OK – I have tried the code (I updated all packages first). The second time I run it (as it is), it took 28.5 seconds on my laptop in battery mode (some sort of power efficiency).
Is that a decent speed?
I see your point about no constant term in the fourth order polynomial for n_H2O_L, i.e., n_H2O_L = 0 being a root. Physically, this would imply that water is completely in the vapor phase. Probably not impossible, but not something I would expect. So would (at the outset) neglect that root. That leaves a third order polynomial, so either 3 real roots or one real and two complex roots. In the latter case, it would be trivial to choose the physical solution. Of course, if the real roots are (i) one negative, (ii) one larger than n_H2O, and a third one, it would also be easy to pick the correct root.
OK – I’ll do some more testing. E.g.,
Check the speed when replacing paramgb with groebner just to check the gain in speed, and
Answer: I stopped the computation after some 18 minutes. Will re-run tonight.
Reduce the problem to water + one additional light gas.
Answer: With one light gas in addition to water, the solution was found in 0.6 seconds with paramgb. Result: a third order polynomial, again with n_H2O_L equal to zero as one possible root.
For paramgb, I do not have a reference point: I do not know of any other similar implementations (please tell me if you do!).
In general, for GB over rational function fields we can compare with slimgb in Oscar.jl / Singular.
Check the speed when replacing paramgb with groebner just to check the gain in speed, and
Answer: I stopped the computation after some 18 minutes. Will re-run tonight.
I see, thanks for checking. It is hard to tell which one would be faster in advance.
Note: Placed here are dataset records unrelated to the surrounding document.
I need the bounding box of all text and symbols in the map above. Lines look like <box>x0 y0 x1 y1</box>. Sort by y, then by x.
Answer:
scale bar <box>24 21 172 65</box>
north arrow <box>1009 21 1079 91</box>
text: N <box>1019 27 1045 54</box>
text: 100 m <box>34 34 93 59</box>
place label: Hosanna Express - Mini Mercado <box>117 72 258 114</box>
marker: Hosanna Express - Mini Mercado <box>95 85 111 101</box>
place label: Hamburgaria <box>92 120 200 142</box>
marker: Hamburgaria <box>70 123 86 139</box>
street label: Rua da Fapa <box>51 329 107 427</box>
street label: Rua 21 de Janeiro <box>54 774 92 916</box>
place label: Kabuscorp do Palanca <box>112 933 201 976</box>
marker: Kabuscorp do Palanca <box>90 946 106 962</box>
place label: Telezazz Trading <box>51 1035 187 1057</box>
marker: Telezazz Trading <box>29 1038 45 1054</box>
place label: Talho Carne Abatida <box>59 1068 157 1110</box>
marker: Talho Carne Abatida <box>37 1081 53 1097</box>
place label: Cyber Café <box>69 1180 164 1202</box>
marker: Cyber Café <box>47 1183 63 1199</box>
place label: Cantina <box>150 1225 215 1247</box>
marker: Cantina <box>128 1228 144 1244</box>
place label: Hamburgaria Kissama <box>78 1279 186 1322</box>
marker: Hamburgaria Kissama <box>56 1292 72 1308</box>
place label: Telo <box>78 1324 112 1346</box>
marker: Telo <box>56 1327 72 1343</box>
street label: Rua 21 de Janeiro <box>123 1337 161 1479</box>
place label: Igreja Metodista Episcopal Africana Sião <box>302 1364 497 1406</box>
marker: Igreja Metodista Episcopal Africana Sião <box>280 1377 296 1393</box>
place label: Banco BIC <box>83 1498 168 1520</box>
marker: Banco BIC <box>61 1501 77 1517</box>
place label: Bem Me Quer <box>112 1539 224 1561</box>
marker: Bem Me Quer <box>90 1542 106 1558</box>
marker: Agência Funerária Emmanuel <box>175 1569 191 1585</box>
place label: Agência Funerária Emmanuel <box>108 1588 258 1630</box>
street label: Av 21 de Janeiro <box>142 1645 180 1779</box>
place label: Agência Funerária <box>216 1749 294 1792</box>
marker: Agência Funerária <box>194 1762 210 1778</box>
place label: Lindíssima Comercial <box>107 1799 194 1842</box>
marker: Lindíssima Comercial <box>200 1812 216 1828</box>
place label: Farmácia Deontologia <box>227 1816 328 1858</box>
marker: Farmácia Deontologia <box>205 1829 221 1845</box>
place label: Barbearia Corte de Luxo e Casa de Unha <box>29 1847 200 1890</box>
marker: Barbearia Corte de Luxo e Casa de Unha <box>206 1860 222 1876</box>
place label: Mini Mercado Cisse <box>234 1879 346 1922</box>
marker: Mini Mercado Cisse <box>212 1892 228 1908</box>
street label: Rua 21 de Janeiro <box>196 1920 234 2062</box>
I tried to add n_1_g . The result is that gb[1] depends on *both n_H2O_L and n_1_g , which is not a solution. But, it probably shows some correlation.
Right, not as useful for solving. It can perhaps be useful for finding interesting conservation laws. As a silly example, with interesting_vars = [n_H2O_L, n_1_g, n_2_g], gb[2] is a relatively small expression that only depends on n_1_g, n_2_g, which may (or may not) tell something useful about the proportional amounts.
I’m sure Oscar is nice. However, it is slightly more complicated to install on Windows, I seem to recall: it requires the Windows subsystem for Linux (?), which I have not installed.